[Start of Attachment]
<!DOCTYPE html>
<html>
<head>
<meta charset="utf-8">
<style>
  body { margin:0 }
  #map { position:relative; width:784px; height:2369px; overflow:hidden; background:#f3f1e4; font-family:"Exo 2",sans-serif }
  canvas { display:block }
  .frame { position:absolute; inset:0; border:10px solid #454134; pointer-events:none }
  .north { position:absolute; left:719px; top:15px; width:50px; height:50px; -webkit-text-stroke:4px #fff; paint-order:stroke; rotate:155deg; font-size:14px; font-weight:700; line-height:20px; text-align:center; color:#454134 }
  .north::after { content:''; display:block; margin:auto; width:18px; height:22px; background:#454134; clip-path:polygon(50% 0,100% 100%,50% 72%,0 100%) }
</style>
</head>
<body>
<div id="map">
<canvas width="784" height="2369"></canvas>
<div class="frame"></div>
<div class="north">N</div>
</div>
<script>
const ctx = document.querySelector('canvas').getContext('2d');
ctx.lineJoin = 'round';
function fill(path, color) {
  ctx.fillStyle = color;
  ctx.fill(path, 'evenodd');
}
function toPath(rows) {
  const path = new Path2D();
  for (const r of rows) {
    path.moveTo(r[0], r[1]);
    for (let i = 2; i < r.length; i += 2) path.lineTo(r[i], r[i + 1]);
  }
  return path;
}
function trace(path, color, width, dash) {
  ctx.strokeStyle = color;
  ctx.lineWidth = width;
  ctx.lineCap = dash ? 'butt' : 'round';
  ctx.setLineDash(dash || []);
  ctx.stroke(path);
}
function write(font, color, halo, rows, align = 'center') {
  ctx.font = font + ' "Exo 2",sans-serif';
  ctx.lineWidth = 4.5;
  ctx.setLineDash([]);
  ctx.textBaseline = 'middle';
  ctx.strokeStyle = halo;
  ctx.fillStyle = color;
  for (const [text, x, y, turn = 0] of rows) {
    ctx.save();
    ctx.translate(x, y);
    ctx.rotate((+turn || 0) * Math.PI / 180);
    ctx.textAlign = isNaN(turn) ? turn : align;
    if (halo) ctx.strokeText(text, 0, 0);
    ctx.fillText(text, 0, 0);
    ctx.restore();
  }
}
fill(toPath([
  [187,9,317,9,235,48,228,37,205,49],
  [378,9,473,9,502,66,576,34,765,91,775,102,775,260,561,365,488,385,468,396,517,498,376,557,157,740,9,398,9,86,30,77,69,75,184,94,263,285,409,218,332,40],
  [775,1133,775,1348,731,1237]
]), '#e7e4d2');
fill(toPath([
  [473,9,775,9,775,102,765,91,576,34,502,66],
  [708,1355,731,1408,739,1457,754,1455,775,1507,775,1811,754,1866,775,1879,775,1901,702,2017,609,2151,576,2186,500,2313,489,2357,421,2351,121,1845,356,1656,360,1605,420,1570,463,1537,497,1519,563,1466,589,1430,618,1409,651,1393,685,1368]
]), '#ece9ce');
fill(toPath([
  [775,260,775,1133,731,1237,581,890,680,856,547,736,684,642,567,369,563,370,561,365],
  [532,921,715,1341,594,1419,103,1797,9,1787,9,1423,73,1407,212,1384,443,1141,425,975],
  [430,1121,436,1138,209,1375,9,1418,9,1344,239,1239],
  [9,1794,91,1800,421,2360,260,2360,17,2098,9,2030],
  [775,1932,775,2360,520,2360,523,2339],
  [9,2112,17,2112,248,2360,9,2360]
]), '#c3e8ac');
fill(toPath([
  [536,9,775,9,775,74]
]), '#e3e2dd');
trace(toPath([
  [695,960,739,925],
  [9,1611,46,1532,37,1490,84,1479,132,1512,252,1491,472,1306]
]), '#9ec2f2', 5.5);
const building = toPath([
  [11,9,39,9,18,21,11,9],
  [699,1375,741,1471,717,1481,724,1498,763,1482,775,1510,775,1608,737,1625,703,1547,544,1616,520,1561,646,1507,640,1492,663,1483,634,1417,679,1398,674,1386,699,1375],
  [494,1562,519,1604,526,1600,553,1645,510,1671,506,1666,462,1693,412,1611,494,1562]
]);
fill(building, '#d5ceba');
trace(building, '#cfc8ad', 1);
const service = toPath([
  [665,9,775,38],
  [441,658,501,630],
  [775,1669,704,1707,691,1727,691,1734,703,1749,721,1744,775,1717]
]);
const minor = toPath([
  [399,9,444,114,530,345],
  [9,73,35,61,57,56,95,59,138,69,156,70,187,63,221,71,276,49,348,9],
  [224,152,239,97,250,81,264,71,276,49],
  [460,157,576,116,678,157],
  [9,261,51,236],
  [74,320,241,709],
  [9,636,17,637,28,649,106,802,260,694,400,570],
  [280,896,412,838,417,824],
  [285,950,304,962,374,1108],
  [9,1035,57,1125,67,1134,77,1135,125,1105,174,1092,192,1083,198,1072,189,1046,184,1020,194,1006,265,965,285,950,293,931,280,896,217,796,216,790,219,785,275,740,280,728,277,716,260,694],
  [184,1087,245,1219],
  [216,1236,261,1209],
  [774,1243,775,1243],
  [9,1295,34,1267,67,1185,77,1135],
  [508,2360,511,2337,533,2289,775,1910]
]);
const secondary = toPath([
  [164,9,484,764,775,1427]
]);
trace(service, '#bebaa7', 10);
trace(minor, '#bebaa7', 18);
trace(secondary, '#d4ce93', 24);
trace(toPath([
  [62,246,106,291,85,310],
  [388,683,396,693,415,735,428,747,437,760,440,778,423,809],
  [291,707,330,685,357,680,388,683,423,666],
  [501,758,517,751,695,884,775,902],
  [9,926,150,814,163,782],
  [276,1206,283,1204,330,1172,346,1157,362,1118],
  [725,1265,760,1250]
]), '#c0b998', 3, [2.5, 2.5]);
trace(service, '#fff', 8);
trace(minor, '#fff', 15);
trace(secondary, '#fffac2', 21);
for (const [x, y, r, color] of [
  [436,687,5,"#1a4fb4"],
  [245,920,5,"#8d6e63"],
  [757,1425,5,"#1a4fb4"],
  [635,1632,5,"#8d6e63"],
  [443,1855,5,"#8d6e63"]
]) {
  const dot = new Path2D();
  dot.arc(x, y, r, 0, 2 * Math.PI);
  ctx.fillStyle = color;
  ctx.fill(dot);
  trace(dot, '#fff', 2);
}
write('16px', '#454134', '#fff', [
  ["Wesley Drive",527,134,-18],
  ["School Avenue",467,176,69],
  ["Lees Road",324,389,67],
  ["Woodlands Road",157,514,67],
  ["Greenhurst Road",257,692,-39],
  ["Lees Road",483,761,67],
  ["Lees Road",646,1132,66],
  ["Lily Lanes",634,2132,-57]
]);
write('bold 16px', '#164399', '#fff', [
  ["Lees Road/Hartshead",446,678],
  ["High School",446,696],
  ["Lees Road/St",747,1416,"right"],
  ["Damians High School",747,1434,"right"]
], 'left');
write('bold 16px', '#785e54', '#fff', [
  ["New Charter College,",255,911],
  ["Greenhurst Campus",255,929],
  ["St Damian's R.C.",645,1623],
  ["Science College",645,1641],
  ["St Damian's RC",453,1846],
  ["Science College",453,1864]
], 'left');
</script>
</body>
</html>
[End of Attachment]
(Task to complete): Working from the listing above, pick out every line that has "right" and copy it.

(Response area):
  ["Lees Road/St",747,1416,"right"],
  ["Damians High School",747,1434,"right"]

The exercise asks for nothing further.